[Exercise input — start]

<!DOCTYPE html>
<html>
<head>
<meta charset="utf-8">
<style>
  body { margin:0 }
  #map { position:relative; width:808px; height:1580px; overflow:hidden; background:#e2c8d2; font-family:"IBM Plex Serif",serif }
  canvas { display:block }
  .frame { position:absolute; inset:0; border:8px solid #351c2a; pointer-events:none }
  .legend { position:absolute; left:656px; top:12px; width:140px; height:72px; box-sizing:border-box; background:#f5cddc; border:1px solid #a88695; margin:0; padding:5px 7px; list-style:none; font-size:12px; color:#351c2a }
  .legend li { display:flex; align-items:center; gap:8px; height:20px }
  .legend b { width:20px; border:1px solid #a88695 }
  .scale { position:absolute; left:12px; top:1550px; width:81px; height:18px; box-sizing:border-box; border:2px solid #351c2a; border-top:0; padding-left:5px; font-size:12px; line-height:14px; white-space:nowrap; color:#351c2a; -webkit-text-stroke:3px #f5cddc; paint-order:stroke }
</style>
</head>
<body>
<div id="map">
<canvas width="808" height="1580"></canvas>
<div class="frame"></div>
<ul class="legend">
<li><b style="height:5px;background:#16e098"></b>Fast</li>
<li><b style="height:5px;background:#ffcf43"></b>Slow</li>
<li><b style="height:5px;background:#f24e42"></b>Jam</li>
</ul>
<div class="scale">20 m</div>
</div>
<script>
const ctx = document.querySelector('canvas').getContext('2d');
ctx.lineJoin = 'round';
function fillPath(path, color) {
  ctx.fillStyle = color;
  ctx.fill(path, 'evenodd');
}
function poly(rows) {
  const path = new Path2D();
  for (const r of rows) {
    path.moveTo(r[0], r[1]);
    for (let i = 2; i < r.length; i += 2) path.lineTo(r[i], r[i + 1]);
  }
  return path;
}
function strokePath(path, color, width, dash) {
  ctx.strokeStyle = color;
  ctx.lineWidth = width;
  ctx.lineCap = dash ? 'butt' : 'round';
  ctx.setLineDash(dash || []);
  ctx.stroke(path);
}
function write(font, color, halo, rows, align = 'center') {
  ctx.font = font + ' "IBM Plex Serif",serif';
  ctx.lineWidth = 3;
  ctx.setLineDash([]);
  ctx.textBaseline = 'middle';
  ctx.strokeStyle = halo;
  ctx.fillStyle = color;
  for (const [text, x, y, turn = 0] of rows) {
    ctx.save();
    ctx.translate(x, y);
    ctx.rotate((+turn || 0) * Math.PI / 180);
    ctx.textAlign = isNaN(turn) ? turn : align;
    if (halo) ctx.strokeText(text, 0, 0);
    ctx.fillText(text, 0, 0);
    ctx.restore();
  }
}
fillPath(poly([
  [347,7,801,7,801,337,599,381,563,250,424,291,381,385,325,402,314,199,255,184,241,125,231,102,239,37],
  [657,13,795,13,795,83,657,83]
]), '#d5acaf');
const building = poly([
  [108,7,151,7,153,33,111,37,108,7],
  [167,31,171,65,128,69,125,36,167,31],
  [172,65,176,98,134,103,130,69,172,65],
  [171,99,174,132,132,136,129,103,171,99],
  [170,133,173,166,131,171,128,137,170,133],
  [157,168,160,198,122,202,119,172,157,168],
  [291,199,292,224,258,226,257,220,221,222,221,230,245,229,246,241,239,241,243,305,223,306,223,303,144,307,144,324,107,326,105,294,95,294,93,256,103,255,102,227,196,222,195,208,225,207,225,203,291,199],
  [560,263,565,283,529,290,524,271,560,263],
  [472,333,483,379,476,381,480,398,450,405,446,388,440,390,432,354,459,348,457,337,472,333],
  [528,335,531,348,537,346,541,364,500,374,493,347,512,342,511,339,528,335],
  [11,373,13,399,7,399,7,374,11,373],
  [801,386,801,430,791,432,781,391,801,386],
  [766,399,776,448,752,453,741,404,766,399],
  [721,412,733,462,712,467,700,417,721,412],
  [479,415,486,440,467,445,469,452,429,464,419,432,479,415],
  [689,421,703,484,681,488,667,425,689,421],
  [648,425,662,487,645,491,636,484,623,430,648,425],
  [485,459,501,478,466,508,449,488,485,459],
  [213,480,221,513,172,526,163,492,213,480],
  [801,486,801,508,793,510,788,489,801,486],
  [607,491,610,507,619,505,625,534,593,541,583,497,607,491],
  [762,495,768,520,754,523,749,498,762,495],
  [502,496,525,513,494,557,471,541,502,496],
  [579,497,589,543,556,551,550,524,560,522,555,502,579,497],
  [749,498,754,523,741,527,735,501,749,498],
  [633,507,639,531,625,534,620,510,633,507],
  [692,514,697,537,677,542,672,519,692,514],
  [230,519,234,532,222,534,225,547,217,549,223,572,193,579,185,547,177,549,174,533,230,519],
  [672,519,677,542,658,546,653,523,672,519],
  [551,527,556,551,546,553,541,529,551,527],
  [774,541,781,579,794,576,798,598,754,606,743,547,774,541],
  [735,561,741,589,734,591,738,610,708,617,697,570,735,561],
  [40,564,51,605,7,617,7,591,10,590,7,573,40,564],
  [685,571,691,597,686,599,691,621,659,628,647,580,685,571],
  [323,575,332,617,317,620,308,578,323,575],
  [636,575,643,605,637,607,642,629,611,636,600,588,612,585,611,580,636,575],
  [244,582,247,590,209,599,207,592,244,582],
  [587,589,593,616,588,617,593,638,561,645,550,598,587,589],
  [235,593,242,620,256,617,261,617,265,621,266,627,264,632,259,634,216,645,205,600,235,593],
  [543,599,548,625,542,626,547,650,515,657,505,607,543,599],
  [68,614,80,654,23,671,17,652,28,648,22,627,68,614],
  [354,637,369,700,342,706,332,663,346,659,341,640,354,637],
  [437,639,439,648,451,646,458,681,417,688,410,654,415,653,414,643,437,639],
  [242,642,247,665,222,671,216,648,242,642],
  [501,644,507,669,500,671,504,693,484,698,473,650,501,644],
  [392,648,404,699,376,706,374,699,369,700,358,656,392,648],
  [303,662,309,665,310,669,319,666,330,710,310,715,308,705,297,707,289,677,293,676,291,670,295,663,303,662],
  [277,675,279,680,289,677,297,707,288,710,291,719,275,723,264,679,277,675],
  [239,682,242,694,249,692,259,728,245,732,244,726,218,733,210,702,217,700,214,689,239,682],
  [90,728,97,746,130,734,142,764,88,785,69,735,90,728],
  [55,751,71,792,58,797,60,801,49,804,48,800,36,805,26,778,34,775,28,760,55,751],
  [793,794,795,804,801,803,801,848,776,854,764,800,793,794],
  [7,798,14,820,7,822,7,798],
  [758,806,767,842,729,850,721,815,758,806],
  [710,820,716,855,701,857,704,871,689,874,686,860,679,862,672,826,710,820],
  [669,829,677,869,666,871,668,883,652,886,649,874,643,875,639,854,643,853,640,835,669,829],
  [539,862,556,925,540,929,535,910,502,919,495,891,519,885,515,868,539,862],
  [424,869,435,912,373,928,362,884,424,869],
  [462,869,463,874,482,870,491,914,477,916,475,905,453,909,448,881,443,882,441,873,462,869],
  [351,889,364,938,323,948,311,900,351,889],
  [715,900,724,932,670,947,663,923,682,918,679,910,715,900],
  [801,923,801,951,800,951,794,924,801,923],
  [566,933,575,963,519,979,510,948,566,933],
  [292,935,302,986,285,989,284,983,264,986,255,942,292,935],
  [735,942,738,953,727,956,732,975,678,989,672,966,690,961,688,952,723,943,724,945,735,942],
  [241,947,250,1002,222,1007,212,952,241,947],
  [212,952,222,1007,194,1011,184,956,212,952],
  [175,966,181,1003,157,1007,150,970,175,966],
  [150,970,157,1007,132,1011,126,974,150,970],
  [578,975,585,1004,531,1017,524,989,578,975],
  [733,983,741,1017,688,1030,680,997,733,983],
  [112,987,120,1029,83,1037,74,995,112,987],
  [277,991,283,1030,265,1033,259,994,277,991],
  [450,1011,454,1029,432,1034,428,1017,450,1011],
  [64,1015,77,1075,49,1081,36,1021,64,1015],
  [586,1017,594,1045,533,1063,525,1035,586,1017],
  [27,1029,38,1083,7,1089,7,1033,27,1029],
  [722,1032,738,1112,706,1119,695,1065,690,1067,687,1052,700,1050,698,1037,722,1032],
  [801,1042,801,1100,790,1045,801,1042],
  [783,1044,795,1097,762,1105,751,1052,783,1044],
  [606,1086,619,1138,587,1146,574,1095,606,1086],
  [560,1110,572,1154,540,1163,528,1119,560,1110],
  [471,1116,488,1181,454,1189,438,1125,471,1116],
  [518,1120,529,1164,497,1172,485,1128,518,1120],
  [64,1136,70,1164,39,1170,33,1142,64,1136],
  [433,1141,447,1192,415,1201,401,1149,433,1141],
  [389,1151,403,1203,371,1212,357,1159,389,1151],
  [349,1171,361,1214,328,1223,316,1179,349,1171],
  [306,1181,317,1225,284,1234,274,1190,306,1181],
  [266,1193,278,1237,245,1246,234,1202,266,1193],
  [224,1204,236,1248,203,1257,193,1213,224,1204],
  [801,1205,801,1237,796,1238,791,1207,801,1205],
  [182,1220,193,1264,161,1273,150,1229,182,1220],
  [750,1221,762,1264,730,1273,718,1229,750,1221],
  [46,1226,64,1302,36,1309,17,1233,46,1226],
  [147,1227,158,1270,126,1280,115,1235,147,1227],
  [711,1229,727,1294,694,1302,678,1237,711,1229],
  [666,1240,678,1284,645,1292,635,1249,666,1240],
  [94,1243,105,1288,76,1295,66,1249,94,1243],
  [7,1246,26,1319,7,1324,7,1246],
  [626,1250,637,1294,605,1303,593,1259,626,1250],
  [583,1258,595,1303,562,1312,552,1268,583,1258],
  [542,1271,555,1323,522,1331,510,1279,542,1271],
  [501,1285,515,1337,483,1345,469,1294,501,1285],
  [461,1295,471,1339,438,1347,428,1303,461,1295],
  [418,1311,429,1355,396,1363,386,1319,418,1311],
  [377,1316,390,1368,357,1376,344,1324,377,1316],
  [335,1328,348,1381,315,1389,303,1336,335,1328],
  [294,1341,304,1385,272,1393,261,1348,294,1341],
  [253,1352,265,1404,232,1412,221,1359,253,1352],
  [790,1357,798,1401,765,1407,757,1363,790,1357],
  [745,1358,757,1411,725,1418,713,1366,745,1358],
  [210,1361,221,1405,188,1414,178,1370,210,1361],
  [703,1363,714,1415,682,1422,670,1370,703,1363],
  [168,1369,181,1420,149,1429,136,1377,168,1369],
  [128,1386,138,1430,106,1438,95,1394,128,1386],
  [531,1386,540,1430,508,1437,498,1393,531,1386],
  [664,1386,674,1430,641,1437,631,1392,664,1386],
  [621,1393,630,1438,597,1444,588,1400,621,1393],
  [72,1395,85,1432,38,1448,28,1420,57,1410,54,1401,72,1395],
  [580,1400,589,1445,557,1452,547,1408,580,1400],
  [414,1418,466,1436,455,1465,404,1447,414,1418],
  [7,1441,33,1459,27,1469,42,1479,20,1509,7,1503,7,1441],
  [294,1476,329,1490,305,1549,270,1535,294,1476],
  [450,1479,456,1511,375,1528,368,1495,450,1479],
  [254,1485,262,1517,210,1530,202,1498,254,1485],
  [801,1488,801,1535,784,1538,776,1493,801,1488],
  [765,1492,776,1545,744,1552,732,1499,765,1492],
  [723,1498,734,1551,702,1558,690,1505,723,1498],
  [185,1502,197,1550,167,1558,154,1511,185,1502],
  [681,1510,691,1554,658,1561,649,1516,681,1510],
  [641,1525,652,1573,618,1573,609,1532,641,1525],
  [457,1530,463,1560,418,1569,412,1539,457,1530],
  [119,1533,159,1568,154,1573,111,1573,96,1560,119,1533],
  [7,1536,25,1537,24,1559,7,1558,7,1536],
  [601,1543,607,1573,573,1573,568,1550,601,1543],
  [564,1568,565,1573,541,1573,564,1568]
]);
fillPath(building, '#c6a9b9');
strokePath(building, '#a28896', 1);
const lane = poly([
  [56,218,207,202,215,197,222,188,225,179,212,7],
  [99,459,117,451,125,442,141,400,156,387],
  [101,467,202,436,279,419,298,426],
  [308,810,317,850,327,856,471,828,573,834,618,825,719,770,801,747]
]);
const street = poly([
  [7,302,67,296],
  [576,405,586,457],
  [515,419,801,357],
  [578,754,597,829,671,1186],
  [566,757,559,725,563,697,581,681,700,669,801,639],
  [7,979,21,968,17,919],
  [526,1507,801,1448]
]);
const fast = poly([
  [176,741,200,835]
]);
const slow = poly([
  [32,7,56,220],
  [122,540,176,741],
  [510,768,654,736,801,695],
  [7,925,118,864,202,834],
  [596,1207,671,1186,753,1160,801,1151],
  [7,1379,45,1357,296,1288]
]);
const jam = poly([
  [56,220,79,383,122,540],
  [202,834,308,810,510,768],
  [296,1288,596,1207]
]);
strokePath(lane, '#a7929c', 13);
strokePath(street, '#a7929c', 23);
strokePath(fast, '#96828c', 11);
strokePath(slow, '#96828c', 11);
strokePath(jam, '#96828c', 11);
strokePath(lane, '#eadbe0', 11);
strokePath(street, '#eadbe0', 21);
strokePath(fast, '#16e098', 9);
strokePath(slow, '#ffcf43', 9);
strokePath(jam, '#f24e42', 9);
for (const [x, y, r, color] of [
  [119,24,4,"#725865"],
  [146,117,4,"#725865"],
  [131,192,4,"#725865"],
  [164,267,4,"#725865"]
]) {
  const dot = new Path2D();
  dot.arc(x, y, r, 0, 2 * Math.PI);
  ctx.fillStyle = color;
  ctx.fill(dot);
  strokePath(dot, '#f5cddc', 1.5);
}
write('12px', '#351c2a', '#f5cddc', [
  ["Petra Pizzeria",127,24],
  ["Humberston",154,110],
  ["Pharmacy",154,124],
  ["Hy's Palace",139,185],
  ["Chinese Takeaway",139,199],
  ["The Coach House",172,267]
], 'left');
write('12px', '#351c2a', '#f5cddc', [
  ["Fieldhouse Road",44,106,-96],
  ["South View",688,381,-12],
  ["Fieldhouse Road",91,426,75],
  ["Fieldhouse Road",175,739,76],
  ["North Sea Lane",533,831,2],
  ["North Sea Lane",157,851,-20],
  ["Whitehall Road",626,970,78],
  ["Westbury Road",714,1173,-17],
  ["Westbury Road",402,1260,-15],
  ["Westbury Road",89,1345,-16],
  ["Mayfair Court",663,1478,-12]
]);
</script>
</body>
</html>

[Exercise input — finish]
[Exercise input — start]

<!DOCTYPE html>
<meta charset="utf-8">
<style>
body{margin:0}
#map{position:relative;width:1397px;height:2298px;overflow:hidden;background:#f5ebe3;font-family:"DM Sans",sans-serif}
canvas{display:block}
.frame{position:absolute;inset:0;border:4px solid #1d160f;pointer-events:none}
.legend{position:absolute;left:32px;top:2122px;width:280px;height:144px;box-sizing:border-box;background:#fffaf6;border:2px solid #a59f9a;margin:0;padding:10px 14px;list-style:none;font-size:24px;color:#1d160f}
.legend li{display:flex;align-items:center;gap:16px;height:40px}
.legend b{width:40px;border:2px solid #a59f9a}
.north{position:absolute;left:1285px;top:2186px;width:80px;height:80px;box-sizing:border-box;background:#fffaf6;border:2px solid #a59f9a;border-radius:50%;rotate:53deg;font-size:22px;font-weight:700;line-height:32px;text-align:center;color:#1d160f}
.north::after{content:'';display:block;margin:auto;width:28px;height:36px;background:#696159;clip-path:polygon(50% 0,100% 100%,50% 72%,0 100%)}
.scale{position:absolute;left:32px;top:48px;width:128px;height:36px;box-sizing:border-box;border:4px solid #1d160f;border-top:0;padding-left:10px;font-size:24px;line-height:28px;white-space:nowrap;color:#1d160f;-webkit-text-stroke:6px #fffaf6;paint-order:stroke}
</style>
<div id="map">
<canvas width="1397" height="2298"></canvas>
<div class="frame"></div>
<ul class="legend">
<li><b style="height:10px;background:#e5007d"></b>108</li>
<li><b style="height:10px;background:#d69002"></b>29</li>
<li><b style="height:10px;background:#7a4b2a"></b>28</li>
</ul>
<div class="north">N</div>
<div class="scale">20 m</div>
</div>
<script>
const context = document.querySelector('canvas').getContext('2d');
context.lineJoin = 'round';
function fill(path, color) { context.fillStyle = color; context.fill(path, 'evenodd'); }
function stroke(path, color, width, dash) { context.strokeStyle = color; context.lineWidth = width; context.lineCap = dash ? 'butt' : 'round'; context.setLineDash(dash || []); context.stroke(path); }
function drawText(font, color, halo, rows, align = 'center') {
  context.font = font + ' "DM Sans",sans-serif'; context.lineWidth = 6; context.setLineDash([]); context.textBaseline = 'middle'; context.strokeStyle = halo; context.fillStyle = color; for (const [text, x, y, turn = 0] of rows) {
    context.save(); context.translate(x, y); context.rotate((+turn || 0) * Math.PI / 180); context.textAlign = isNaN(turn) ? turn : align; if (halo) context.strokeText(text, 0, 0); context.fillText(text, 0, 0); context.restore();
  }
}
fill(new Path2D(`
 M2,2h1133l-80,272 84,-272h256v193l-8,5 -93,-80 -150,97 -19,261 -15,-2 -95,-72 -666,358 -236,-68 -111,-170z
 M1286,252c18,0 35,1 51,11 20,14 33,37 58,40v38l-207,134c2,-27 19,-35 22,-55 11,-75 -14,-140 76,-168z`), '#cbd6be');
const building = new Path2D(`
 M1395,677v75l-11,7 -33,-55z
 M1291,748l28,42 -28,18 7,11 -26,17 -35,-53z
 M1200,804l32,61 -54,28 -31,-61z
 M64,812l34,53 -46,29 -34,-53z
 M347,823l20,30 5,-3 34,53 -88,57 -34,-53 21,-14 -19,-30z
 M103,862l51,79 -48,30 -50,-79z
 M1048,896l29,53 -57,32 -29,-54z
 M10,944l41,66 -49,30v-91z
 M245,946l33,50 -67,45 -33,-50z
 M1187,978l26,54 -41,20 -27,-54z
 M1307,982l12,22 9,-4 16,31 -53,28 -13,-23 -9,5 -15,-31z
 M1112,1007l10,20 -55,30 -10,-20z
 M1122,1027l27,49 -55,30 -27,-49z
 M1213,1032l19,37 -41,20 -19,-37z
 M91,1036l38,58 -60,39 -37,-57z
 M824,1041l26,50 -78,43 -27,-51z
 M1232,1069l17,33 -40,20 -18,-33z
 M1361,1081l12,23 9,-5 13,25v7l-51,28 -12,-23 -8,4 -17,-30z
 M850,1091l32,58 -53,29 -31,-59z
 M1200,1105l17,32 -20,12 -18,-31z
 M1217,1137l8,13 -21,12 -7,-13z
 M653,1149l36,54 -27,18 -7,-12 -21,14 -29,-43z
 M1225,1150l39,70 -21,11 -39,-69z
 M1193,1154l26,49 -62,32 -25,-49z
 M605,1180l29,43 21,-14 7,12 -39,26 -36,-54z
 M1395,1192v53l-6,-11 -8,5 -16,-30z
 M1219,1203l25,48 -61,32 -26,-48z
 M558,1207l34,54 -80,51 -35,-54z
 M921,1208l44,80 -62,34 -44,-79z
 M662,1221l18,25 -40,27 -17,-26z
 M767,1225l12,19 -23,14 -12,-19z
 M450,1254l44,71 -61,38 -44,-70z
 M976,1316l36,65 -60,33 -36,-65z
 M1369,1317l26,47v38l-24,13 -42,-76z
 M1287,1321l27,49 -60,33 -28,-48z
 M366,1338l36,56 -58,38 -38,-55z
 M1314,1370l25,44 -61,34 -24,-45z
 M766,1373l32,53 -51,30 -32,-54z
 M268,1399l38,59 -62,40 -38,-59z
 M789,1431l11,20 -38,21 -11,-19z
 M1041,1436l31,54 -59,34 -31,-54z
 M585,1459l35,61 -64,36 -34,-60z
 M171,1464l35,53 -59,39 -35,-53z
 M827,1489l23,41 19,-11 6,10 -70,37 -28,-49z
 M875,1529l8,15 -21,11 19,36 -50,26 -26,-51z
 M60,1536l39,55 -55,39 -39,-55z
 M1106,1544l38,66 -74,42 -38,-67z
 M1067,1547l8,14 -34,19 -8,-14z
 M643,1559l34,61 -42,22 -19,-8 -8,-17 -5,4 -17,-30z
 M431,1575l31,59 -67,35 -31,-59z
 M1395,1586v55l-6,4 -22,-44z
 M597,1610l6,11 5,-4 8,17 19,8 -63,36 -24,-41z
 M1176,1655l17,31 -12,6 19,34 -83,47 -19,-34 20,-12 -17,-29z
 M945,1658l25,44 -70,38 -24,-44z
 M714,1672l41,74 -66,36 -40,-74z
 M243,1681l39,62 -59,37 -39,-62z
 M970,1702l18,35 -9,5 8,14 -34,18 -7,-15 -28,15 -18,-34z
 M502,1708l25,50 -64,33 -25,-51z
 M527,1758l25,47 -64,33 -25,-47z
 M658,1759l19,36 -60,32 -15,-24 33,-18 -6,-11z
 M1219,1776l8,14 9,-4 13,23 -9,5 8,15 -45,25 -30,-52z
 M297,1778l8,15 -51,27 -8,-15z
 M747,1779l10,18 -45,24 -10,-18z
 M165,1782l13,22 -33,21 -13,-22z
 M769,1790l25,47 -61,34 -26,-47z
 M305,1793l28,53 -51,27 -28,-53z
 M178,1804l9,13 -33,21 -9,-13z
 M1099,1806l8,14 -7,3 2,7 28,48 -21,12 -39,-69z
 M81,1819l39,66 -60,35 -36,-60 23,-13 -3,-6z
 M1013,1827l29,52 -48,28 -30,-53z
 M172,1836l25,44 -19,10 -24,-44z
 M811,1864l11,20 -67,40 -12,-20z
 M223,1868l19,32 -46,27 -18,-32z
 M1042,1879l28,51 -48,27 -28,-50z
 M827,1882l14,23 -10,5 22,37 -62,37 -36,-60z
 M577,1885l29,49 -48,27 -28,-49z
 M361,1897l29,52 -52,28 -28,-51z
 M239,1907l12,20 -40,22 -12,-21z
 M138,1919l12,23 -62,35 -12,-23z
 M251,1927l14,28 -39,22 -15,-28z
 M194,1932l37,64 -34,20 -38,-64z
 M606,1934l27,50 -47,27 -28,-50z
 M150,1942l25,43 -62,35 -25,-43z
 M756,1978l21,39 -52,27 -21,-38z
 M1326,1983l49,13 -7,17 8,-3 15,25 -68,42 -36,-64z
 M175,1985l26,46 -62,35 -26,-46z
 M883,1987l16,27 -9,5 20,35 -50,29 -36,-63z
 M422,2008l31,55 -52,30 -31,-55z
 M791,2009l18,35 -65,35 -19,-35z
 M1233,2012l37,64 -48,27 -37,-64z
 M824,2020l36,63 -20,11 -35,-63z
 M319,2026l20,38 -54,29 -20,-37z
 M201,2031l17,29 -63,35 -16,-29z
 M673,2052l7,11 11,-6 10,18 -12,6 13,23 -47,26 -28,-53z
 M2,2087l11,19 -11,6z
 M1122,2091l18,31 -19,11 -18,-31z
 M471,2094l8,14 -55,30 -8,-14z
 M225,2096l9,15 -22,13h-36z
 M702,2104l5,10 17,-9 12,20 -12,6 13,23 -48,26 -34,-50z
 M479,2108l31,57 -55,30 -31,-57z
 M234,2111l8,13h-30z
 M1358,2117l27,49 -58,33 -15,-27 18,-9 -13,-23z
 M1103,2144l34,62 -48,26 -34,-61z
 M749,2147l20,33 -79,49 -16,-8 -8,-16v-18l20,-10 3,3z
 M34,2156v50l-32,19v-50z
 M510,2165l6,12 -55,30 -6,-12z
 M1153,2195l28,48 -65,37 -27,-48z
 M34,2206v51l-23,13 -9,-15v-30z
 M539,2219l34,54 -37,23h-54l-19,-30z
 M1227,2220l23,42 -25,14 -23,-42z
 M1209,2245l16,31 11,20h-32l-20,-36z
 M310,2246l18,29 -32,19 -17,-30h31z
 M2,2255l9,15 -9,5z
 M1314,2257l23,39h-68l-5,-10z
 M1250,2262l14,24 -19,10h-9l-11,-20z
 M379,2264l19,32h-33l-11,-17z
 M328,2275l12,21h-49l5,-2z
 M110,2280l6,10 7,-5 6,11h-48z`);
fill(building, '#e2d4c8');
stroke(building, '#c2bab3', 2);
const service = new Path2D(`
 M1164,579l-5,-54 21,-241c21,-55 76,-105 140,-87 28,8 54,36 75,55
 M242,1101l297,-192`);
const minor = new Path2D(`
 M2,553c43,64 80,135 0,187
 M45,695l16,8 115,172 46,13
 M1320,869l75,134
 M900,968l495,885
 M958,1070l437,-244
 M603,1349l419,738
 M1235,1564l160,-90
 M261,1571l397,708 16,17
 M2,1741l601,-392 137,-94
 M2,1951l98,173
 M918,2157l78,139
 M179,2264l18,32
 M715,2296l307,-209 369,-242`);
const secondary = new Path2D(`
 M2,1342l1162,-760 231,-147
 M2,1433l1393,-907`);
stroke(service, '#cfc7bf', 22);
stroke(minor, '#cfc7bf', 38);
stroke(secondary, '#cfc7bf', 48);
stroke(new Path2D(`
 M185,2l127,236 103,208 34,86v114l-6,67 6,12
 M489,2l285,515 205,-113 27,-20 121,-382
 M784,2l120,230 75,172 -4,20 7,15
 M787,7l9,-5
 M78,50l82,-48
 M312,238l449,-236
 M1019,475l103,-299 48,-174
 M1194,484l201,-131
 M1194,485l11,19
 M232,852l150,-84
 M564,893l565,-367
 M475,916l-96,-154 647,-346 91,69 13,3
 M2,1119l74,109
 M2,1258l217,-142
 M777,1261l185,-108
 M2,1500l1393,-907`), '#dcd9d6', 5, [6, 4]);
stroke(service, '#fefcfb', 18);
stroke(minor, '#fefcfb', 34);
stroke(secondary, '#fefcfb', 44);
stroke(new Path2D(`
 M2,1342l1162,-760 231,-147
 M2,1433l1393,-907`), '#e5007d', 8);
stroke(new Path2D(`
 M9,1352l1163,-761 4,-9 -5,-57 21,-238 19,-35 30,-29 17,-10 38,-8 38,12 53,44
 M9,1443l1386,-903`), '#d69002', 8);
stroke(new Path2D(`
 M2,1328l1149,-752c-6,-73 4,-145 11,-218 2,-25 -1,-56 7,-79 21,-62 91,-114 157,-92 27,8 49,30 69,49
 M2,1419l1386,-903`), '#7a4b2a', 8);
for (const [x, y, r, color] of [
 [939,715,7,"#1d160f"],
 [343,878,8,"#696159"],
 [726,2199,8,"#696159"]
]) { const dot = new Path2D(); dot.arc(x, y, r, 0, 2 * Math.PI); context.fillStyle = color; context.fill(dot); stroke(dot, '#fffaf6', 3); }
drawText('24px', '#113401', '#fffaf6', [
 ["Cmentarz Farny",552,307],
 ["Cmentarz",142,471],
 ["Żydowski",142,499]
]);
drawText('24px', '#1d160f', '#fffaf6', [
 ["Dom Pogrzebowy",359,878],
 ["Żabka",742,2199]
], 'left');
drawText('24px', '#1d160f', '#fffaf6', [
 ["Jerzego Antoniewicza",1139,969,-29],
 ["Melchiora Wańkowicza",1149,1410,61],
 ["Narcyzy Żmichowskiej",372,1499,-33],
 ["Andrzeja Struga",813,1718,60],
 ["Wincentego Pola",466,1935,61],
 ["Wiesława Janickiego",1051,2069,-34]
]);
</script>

[Exercise input — finish]

Problem: From the data above, output only the lines between the line containing "M178,1804l9,13 -33,21 -9,-13z" and the line containing "M328,2275l12,21h-49l5,-2z", inclusive, exactly as written.

Exercise response:
 M178,1804l9,13 -33,21 -9,-13z
 M1099,1806l8,14 -7,3 2,7 28,48 -21,12 -39,-69z
 M81,1819l39,66 -60,35 -36,-60 23,-13 -3,-6z
 M1013,1827l29,52 -48,28 -30,-53z
 M172,1836l25,44 -19,10 -24,-44z
 M811,1864l11,20 -67,40 -12,-20z
 M223,1868l19,32 -46,27 -18,-32z
 M1042,1879l28,51 -48,27 -28,-50z
 M827,1882l14,23 -10,5 22,37 -62,37 -36,-60z
 M577,1885l29,49 -48,27 -28,-49z
 M361,1897l29,52 -52,28 -28,-51z
 M239,1907l12,20 -40,22 -12,-21z
 M138,1919l12,23 -62,35 -12,-23z
 M251,1927l14,28 -39,22 -15,-28z
 M194,1932l37,64 -34,20 -38,-64z
 M606,1934l27,50 -47,27 -28,-50z
 M150,1942l25,43 -62,35 -25,-43z
 M756,1978l21,39 -52,27 -21,-38z
 M1326,1983l49,13 -7,17 8,-3 15,25 -68,42 -36,-64z
 M175,1985l26,46 -62,35 -26,-46z
 M883,1987l16,27 -9,5 20,35 -50,29 -36,-63z
 M422,2008l31,55 -52,30 -31,-55z
 M791,2009l18,35 -65,35 -19,-35z
 M1233,2012l37,64 -48,27 -37,-64z
 M824,2020l36,63 -20,11 -35,-63z
 M319,2026l20,38 -54,29 -20,-37z
 M201,2031l17,29 -63,35 -16,-29z
 M673,2052l7,11 11,-6 10,18 -12,6 13,23 -47,26 -28,-53z
 M2,2087l11,19 -11,6z
 M1122,2091l18,31 -19,11 -18,-31z
 M471,2094l8,14 -55,30 -8,-14z
 M225,2096l9,15 -22,13h-36z
 M702,2104l5,10 17,-9 12,20 -12,6 13,23 -48,26 -34,-50z
 M479,2108l31,57 -55,30 -31,-57z
 M234,2111l8,13h-30z
 M1358,2117l27,49 -58,33 -15,-27 18,-9 -13,-23z
 M1103,2144l34,62 -48,26 -34,-61z
 M749,2147l20,33 -79,49 -16,-8 -8,-16v-18l20,-10 3,3z
 M34,2156v50l-32,19v-50z
 M510,2165l6,12 -55,30 -6,-12z
 M1153,2195l28,48 -65,37 -27,-48z
 M34,2206v51l-23,13 -9,-15v-30z
 M539,2219l34,54 -37,23h-54l-19,-30z
 M1227,2220l23,42 -25,14 -23,-42z
 M1209,2245l16,31 11,20h-32l-20,-36z
 M310,2246l18,29 -32,19 -17,-30h31z
 M2,2255l9,15 -9,5z
 M1314,2257l23,39h-68l-5,-10z
 M1250,2262l14,24 -19,10h-9l-11,-20z
 M379,2264l19,32h-33l-11,-17z
 M328,2275l12,21h-49l5,-2z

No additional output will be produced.